概要
- チャールズ・シュワブは、2025年末時点で約3兆2000億ドルの暗号資産時価総額の約80%が、ビットコイン、イーサリアムなど基盤ブロックチェーンネットワークに集中していると明らかにした。
- 報告書は、インフラプロジェクトは価値の蓄積に構造的な限界がある一方、アーベ(Aave)、リド(Lido)などプロダクトレイヤーのプロトコルは長期的に業界標準となる可能性が高いと分析したと伝えた。
- 投資の観点から、ネットワーク効果、市場シェア、スケーラビリティ、トークノミクスを主要な評価基準として提示し、基礎ネットワークと広範に利用されるプロダクト・プロトコルの長期的な価値創出の可能性が最も高いと結論づけた。

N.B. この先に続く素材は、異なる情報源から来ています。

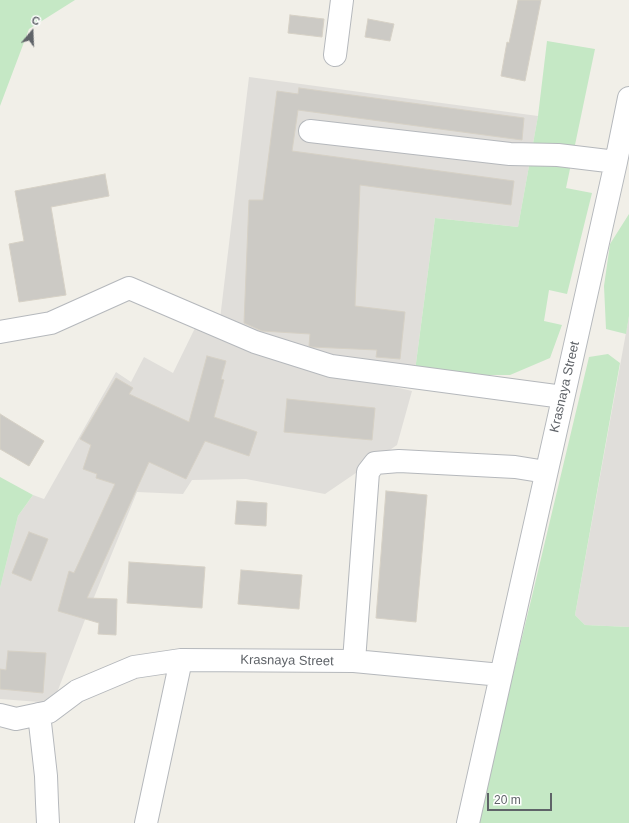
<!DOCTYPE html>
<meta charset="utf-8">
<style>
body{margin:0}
#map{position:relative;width:629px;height:823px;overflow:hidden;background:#f1efe8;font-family:Arial,sans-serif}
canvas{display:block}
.north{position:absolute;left:12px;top:12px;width:40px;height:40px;-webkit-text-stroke:3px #fff;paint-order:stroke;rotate:19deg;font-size:11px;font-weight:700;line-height:16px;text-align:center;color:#5f6368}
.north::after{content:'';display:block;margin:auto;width:14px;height:18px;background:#5f6368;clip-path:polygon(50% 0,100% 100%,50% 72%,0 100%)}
.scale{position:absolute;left:487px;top:793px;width:65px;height:18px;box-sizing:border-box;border:2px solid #5f6368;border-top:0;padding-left:5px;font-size:12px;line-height:14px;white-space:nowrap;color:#5f6368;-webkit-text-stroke:3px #fff;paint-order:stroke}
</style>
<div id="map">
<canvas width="629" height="823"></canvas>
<div class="north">С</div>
<div class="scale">20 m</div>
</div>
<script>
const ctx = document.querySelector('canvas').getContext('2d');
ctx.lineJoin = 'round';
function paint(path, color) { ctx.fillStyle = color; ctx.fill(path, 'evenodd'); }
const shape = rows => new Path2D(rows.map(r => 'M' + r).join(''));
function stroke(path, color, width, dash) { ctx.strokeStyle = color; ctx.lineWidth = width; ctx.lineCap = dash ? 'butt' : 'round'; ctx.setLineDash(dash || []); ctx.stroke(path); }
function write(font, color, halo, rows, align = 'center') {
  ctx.font = font + ' Arial,sans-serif'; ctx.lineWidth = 3.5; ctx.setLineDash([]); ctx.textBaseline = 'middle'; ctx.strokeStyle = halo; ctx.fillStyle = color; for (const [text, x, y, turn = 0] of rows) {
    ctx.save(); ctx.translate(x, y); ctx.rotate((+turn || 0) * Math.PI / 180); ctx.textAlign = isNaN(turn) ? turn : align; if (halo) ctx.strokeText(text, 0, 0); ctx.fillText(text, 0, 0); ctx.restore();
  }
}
paint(shape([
 [249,77,538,116,518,227,435,218,415,371,333,359,220,319],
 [629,316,629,627,585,625,575,615],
 [195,328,240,346,331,372,412,391,397,445,325,494,246,479,192,480,183,494,137,492,86,617,53,703,0,699,0,588,18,516,33,495,44,499,116,372,131,382,144,357,173,373]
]), '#e0deda');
paint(shape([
 [0,0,75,0,29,29,0,106],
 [547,41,595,49,566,188,592,193,567,294,549,290,544,321,562,325,550,358,510,375,452,375,415,371,435,218,518,227,538,116],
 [629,214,629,316,626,334,606,329,604,286,610,244],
 [608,354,620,363,575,615,585,625,629,627,629,823,477,823,533,592,589,357],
 [0,477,33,495,18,516,0,588]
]), '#c5e8c5');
const building = shape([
 [518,0,541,0,525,81,501,76,507,42,509,43,518,0],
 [290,15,324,19,322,37,288,33,290,15],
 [368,19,394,24,390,41,365,37,368,19],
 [299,88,524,118,522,140,298,110,292,151,514,181,511,205,360,185,355,306,405,312,400,359,376,357,377,350,312,347,309,346,310,334,262,331,244,323,249,200,263,200,277,91,298,94,299,88],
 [105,174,109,196,51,207,66,295,19,302,9,244,24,241,15,191,105,174],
 [207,356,226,361,221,379,224,380,214,417,257,432,249,456,205,441,186,479,149,462,87,598,117,599,116,635,98,634,99,623,58,611,69,571,74,573,115,484,96,478,97,474,83,469,91,445,80,439,116,378,133,388,129,394,189,422,207,356],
 [287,399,375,408,372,440,284,432,287,399],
 [0,414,44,441,29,466,0,449,0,414],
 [386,491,427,495,416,622,376,618,386,491],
 [237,501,267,503,266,526,235,524,237,501],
 [29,532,48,539,31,581,12,573,29,532],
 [129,562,205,567,202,608,127,603,129,562],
 [241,570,302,575,299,609,238,604,241,570],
 [8,651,46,653,43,693,0,689,0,669,6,670,8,651]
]);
paint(building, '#cccac5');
stroke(building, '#d6d1c6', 1);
const minor = shape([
 [335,55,342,0],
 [310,131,510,154,558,155,616,162],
 [0,332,51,323,129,288,255,342,331,366,563,397],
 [354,661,368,472,375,463,399,461,515,467,546,472],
 [39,714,46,776,47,803,48,823],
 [0,715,16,719,49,712,77,691,134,667,181,660,354,661,501,675],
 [146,823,181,660],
 [468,823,616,162,629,98]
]);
stroke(minor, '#b5b8bc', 24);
stroke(minor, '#fff', 22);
write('13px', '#5f6368', '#fff', [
 ["Krasnaya Street",565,387,-77],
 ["Krasnaya Street",287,661,1]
]);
</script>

暗号資産市場の実質的な価値が、ビットコインやイーサリアムなど基盤となるブロックチェーンネットワークに集中しているとの分析が示された。暗号資産を単一の資産クラスとして捉えるのではなく、構造的な階層に応じてアプローチすべきだという指摘だ。
21日(現地時間)、コインデスクによると、チャールズ・シュワブ傘下の金融研究センター(Center for Financial Research)は最近の報告書で、暗号資産エコシステムを①基礎ネットワーク②インフラ③プロダクトの3つの階層に分けて分析した。報告書は、2025年末時点で約3兆2000億ドル規模の暗号資産時価総額のうち、約80%がビットコインやイーサリアムといった基盤ブロックチェーンネットワークに集中していると明らかにした。

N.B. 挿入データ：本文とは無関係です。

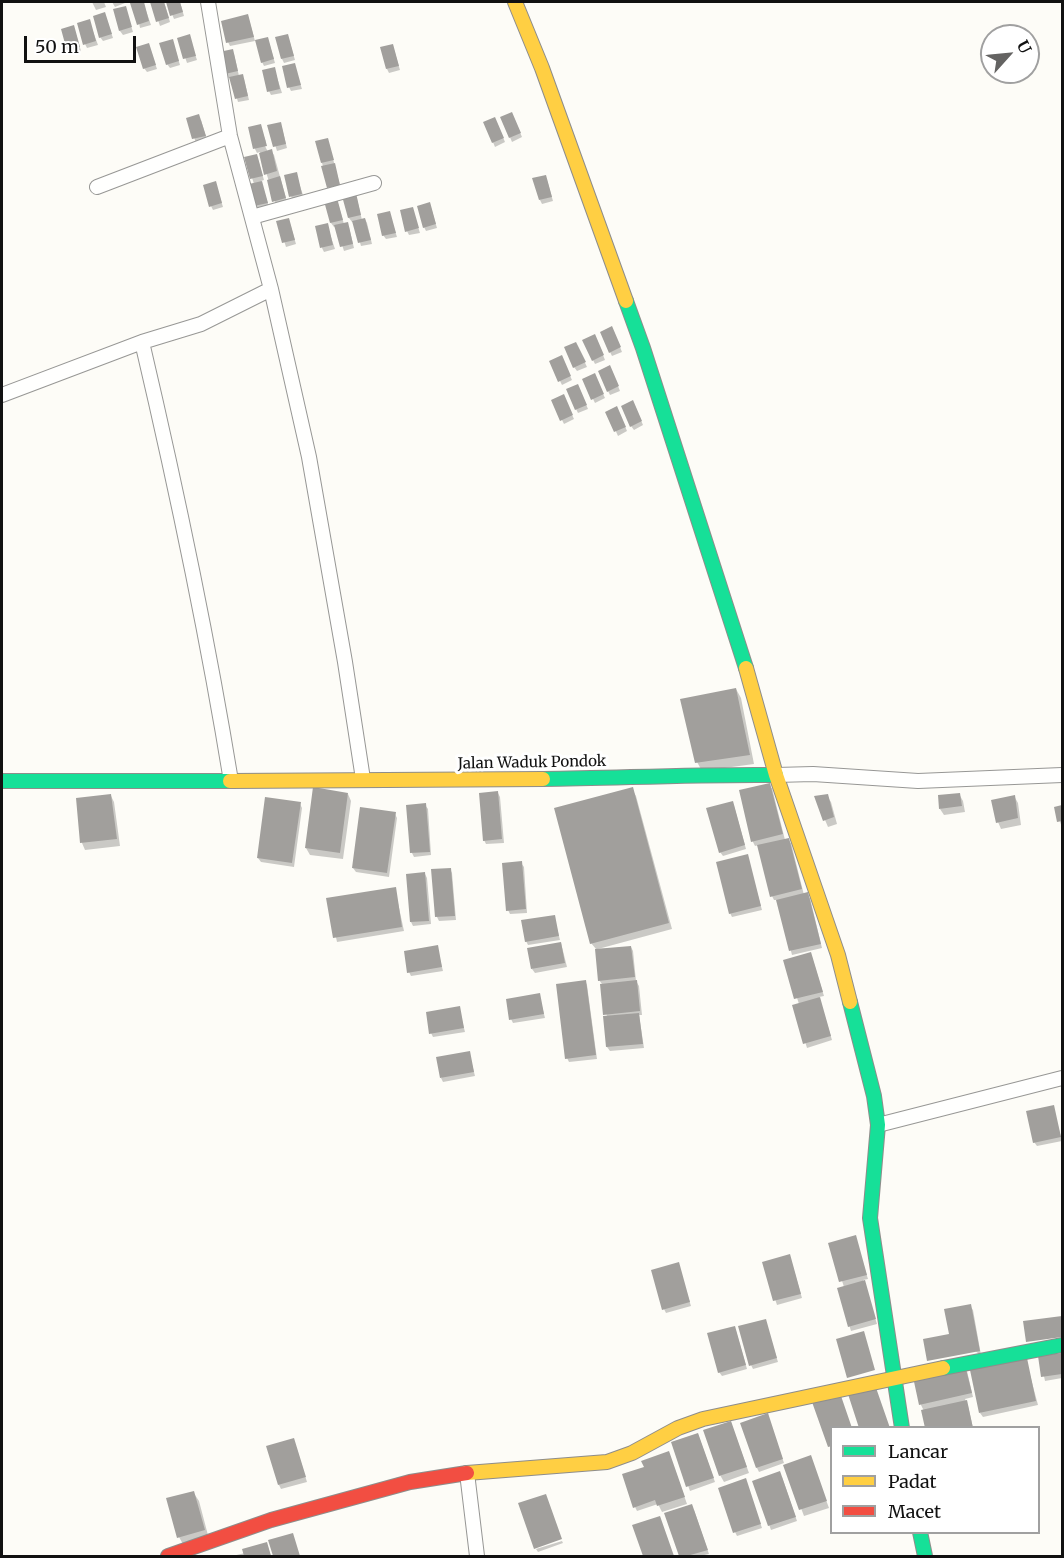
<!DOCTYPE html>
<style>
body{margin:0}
#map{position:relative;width:1064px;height:1558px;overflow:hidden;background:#fdfcf7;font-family:Merriweather,serif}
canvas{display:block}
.frame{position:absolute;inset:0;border:3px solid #111;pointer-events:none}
.legend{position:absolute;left:830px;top:1426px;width:210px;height:108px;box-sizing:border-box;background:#fff;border:2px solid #a0a0a0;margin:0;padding:8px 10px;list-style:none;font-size:18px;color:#111}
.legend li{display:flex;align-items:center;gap:12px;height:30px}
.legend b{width:30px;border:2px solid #a0a0a0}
.north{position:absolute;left:980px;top:24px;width:60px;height:60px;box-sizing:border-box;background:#fff;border:2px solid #a0a0a0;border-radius:50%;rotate:63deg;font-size:16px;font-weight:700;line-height:24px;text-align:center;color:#111}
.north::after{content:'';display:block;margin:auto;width:21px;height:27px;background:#646362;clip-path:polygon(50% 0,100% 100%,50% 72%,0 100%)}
.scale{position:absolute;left:24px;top:36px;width:112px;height:27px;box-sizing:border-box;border:3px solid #111;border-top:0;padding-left:8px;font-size:18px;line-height:21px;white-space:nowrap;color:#111;-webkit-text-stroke:4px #fff;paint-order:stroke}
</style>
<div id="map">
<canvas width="1064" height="1558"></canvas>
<div class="frame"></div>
<ul class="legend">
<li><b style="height:8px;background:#16e098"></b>Lancar</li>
<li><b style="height:8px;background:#ffcf43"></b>Padat</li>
<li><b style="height:8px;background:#f24e42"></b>Macet</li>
</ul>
<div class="north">U</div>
<div class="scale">50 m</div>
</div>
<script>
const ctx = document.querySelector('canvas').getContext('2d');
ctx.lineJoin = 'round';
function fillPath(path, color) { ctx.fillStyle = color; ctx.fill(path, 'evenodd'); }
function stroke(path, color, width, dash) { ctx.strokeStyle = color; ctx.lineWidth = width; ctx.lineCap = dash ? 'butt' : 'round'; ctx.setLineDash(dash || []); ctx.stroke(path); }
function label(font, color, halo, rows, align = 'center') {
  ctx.font = font + ' Merriweather,serif'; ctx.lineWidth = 6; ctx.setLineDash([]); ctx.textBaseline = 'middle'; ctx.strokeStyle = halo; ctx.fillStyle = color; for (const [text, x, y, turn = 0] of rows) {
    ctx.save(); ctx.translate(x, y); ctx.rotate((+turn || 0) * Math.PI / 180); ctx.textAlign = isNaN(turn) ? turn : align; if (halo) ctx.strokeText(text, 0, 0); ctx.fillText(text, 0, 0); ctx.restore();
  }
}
fillPath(new Path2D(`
 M92 2H104L106 7 96 10Z
 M112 2H125V3L115 7Z
 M135 2H143L151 25 140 28Z
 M152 2H164L170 22 160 26Z
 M167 2H180L184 16 174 19Z
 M125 7 133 32 123 35 120 31Z
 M105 14 113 38 103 41 100 37Z
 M248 16 255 41 230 46 228 42Z
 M89 21 98 45 87 48 85 44Z
 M75 31 81 51 71 54 68 50Z
 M189 36 197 60 187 63 179 39Z
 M288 36 295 60 284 63 282 59Z
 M268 39 275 63 264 66 262 62Z
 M149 45 157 69 147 72 144 68Z
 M174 45 180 65 170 68 167 64Z
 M393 46 400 70 389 73 387 69Z
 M234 54 239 76 244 79 249 100 238 102 231 77 228 78 226 73Z
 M294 64 302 89 291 91 289 87Z
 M274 68 282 93 271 95 269 91Z
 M502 118H514L522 137 512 142Z
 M188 119 201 120 207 140 196 143Z
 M485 123H497L505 142 495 147Z
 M260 126 266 142 262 140 268 152 271 151 274 155 287 202 276 205 260 152 257 153 255 149 250 128Z
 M269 126 282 128 287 148 277 151Z
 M328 140 341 189 331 192 322 163Z
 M257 156 264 180 261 181 269 207 258 210 256 206 254 184 246 159Z
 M296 174 304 198 293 201 291 196Z
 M547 180 553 201 542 204 540 200Z
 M217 187 223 207 213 210 211 206Z
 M344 197 357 199 362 220 365 219 367 223 372 244 361 246 354 221 352 222 349 218Z
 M337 200 344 224 349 227 354 248 344 251 336 226 334 227 331 223 326 202Z
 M430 204 437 228 426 231 424 227Z
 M412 208 420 233 409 235 407 231Z
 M389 212 397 237 386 239 383 235Z
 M289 220 296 244 286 247 278 222Z
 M327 225 335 249 324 252 322 248Z
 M614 332 622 352 612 356 610 352Z
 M597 340 605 360 595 364 593 360Z
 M578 348 587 367 577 371 574 367Z
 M563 361 572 380 562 385 560 381Z
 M612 371 620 391 610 395 608 391Z
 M596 379 605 398 595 403 593 399Z
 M580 390 588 409 578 413 576 409Z
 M565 400 574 419 564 424 562 420Z
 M635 406 643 425 634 430 631 426Z
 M607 412H619L627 431 618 436Z
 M736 689 741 698 754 764 702 771 697 762Z
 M772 788 785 840 791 843 804 895 810 898 822 948 792 955 778 900H774L772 896 759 845 755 846 753 842 740 792Z
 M632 789 636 796 672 929 598 949 631 947 633 951 636 981 639 986 642 1015H639L644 1048 610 1051 607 1047V1017L602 984 599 980 596 949 591 943Z
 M498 793 500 797 504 843 486 844 484 840Z
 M348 794 351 801 343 859 310 855 306 848Z
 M959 794 963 801 965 812 944 815 940 809Z
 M111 796 114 802 120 846 85 850 82 843 78 799Z
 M827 796 831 802 837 824 828 827 825 820Z
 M1014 796 1018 803 1021 825 1001 829 998 822Z
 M300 804 302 808 294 867 261 862 258 858Z
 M425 805 428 809 431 855 414 857 412 853Z
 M734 806 746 849 723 856 720 852Z
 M1062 806V828L1056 808Z
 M395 814 397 818 389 877 356 872 353 868Z
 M747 856 762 910 732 917 730 913Z
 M521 863 524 867 527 913 510 914 508 910Z
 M450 869 452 873 456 920 439 921 437 917 433 871Z
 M425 874 427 878 431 924 413 926 411 922Z
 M395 889 404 931 337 942 328 900Z
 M554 916 560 940 528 945 526 941Z
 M561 943 567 967 535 973 532 969Z
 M437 947 443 971 411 976 409 972Z
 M811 954 824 996 819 997 832 1040 807 1048 794 1006 799 1004 785 961Z
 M585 981 587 985 597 1059 569 1062 567 1058Z
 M539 994 545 1018 513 1023 511 1019Z
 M459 1008 465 1032 433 1037 431 1033Z
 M469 1052 475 1076 443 1082 441 1078Z
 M1053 1107 1062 1141 1037 1146 1034 1142Z
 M855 1237 868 1279 863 1280 877 1324 851 1331 838 1289 844 1287 830 1244Z
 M791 1260 802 1298 777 1305 763 1263Z
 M678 1264 691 1306 666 1313 664 1309Z
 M970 1306 973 1310 981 1355 951 1335Z
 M765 1320 778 1362 753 1369 751 1365Z
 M736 1331 747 1369 722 1376 719 1372Z
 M1062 1354V1378L1045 1381 1040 1357Z
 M1026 1360 1038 1405 983 1417 980 1413Z
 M967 1371 973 1397 965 1399 968 1406 973 1428H926L924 1411 921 1405 914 1378Z
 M769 1419 784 1463 759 1472 757 1468Z
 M731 1423 749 1473 724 1482 720 1475Z
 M698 1434 715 1482 690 1491 673 1443Z
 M294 1440 307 1482 281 1489 279 1485Z
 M669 1453 687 1504 662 1512 658 1504 637 1511 635 1507 645 1468Z
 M810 1457 829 1508 804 1516 785 1466Z
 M782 1477 797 1521 771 1530 754 1482Z
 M747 1484 762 1528 737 1536 735 1532Z
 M193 1492 199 1501 209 1539 184 1546 179 1537Z
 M694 1510 709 1554 700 1556H681L666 1514Z
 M562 1541 563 1543 538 1552 536 1549Z
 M268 1547 271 1556H232L245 1553Z`), '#0003');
fillPath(new Path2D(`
 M135 2H144L149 21 137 25 130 3Z
 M150 2H164L169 18 156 22Z
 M166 2H180L183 12 170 16Z
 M126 6 132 27 119 31 113 9Z
 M105 12 112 34 99 38 93 16Z
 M248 14 254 37 226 43 221 21Z
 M90 19 96 41 83 45 77 23Z
 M74 25 80 47 67 51 61 29Z
 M190 34 196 56 183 59 177 38Z
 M288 34 294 56 281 59 275 37Z
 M268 37 274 59 261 63 255 40Z
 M173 39 179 61 166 65 159 43Z
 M149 43 156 65 143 69 136 47Z
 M393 44 399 66 386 69 380 47Z
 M233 49 238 71 225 74 219 52Z
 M295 63 301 85 287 88 282 66Z
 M275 67 280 89 267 92 262 70Z
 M243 74 248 96 235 99 229 77Z
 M512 112 521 133 509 138 500 117Z
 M199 114 206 136 192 139 186 118Z
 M495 117 504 138 492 143 483 122Z
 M281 122 286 144 273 147 267 125Z
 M261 124 267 146 253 149 248 127Z
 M328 138 334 160 321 163 315 141Z
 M272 149 277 171 264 175 259 153Z
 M257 154 263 176 250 179 244 157Z
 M335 163 340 185 327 188 321 166Z
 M297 172 302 194 289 197 284 175Z
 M546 175 552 197 539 200 532 178Z
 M280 176 286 198 272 202 267 180Z
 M216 181 222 203 209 207 203 185Z
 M262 181 268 203 254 206 249 184Z
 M356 193 361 215 348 218 342 196Z
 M337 198 343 220 330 223 324 201Z
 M430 202 436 224 423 228 417 206Z
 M413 207 419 228 405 232 400 210Z
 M390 211 396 233 382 236 377 214Z
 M289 218 295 240 282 243 276 221Z
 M365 218 371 240 358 243 352 221Z
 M348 222 353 244 340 247 334 225Z
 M328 223 333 245 320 248 315 226Z
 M612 326 621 347 609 353 600 332Z
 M595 334 604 355 592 361 582 340Z
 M576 342 586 362 573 368 564 347Z
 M562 355 571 376 558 382 549 361Z
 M610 365 619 386 607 392 598 371Z
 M595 373 604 394 591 400 582 379Z
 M578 384 587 405 575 410 566 389Z
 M564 394 573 415 560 421 551 400Z
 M633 400 642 421 630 427 621 406Z
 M617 406 626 427 614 432 605 412Z
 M736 688 750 755 695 763 680 699Z
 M770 783 783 834 751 842 739 790Z
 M313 787 348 793 340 853 305 848Z
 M633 787 669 923 590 944 554 808Z
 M498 791 502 839 483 841 479 793Z
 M960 793 962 806 939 809 938 795Z
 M111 794 117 839 80 843 76 798Z
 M828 794 834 817 823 821 814 796Z
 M1015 795 1018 818 996 823 991 800Z
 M265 797 301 802 292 863 257 858Z
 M733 801 745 845 719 853 706 808Z
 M426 803 430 852 410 853 406 805Z
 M1062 805V821L1057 822 1054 807Z
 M360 807 396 812 387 873 352 868Z
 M789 838 802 889 770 897 757 845Z
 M748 854 761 906 729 914 716 862Z
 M522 861 526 909 506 911 502 863Z
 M451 868 455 916 435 917 431 869Z
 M425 872 429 921 410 922 406 874Z
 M396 887 402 927 333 938 326 898Z
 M808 892 821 944 789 951 776 900Z
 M555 915 559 936 525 942 521 920Z
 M561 942 565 963 531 969 527 948Z
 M438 945 442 967 407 973 404 951Z
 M631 946 635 977 598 981 595 949Z
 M811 952 823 992 794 999 783 960Z
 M586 980 596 1055 565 1059 556 984Z
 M637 980 640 1011 603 1015 600 984Z
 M540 993 544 1014 509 1020 506 999Z
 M820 997 831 1036 803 1044 792 1005Z
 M460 1006 464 1028 429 1034 426 1012Z
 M639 1013 643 1044 606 1047 603 1016Z
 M470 1051 474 1072 440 1078 436 1057Z
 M1054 1105 1061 1137 1033 1143 1026 1111Z
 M856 1235 867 1275 839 1282 828 1243Z
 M790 1254 801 1294 773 1301 762 1262Z
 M679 1262 690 1302 662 1310 651 1270Z
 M865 1280 876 1319 848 1327 837 1288Z
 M971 1304 980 1351 927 1361 923 1339 949 1334 944 1309Z
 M1062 1316V1337L1026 1342 1023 1321Z
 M766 1319 777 1358 749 1366 738 1326Z
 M735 1326 746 1365 718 1373 707 1333Z
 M864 1331 875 1370 847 1378 836 1339Z
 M1062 1353V1374L1041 1377 1038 1356Z
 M1027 1358 1036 1401 979 1413 970 1370Z
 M965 1365 972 1393 919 1405 913 1377Z
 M874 1382 890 1428H859L847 1391Z
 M840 1393 852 1428H832V1446L828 1447 812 1402Z
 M967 1400 973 1428H925L921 1410Z
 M768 1413 783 1459 756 1468 740 1423Z
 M731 1421 747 1467 719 1476 703 1430Z
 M698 1433 714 1478 686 1487 671 1442Z
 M294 1438 306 1477 278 1485 266 1446Z
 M669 1451 685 1497 657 1506 655 1500 633 1508 622 1474 644 1467 641 1461Z
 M811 1455 827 1501 799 1510 783 1465Z
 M780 1471 796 1517 768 1526 752 1481Z
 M746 1478 761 1524 733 1533 718 1488Z
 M194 1491 205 1530 177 1538 166 1498Z
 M546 1494 562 1539 534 1549 518 1503Z
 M692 1504 708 1550 687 1556H679L664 1513Z
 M660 1516 674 1556H643L632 1525Z
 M293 1533 300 1556H273L268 1540Z
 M267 1542 271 1556H244L242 1549Z`), '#a19f9c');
const street = new Path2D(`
 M208 2 230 136 271 289 309 457 345 662 363 779
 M97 187 230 136
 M252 217 374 183
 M142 342C176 487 207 634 231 781
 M2 395 142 342 201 324 271 289
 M776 775 813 774 918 781 1062 775
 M878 1125 1062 1078
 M467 1473 477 1556`);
const fast = new Path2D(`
 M626 301 643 348 746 668
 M543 779C621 778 698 774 776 775
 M2 781H230
 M850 1002 874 1096 878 1125 870 1218 902 1428
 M943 1368 1062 1345
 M920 1532 925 1556`);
const slow = new Path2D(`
 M515 2 542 68 626 301
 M746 668 776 775 838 955 850 1002
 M230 781 543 779
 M467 1473 607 1462 632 1453 678 1428 703 1419 943 1368`);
const jam = new Path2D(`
 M168 1556 271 1520 410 1482 467 1473`);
stroke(street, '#979795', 16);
stroke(fast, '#8e8d8b', 16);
stroke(slow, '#8e8d8b', 16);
stroke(jam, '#8e8d8b', 16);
stroke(street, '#fffffe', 14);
stroke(fast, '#16e098', 14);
stroke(slow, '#ffcf43', 14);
stroke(jam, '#f24e42', 14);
label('15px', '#111', '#fff', [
 ["Jalan Waduk Pondok",532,763,-1]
]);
</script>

報告書によれば、基礎ネットワークは取引を処理・記録するレイヤーであり、多くの暗号資産アプリケーションの土台となる。一方、インフラレイヤーはオラクルやブリッジ、スケーラビリティ・ソリューションなど、ブロックチェーンとアプリケーションをつなぐソフトウェアで構成される。チャールズ・シュワブは、これらインフラプロジェクトが不可欠な役割を担っているにもかかわらず、ユーザーとの直接的な接点がなく、競合への乗り換えコストが低いため、価値の蓄積には構造的な限界があると評価した。
プロダクトレイヤーには、取引所やレンディング・プラットフォーム、ステーキングサービスなど、ユーザーが直接利用するプロトコルが含まれる。チャールズ・シュワブは、これらのサービスは比較的高いユーザー・ロイヤルティとスイッチングコストを背景に、長期的に業界標準として定着する可能性が高いと分析した。代表例として、暗号資産レンディング・プロトコルのアーベ(Aave)と、ステーキング・プロトコルのリド(Lido)が挙げられた。
チャールズ・シュワブは、伝統的なソフトウェア産業との比較も提示した。基礎ネットワークはアマゾン・ウェブ・サービス(AWS)やマイクロソフト・アジュールのようなクラウドインフラに相当し、プロダクトレイヤーはセールスフォースやネットフリックスのようにユーザー接点を持つサービスになぞらえられた。一方で、インフラソフトウェアは重要性にもかかわらず、価格決定力やユーザー・ロイヤルティを確保しにくいという。
投資の観点では、成長株分析で用いられるフレームワークを暗号資産に適用することを提案した。ネットワーク効果、市場シェア、スケーラビリティ、トークノミクスなどを主要な評価基準として提示し、イーサリアムについては、スマートコントラクト分野で競合プロジェクトに比べ10倍以上高い総預かり資産(TVL)を背景に強力なネットワーク効果を確保していると評価した。ただし、取引処理速度とトークン保有の集中度は潜在的リスクとして挙げられた。
チャールズ・シュワブは、暗号資産が依然として高リスク・高ボラティリティ資産であることを前提としつつも、長期的にはすべてのレイヤーに均等に投資するのではなく、価値が実際に蓄積される領域を区別してアプローチする必要があると強調した。報告書は、基礎ネットワークと広範に利用されるプロダクト・プロトコルが、長期的な価値創出の可能性が最も高いと結論づけた。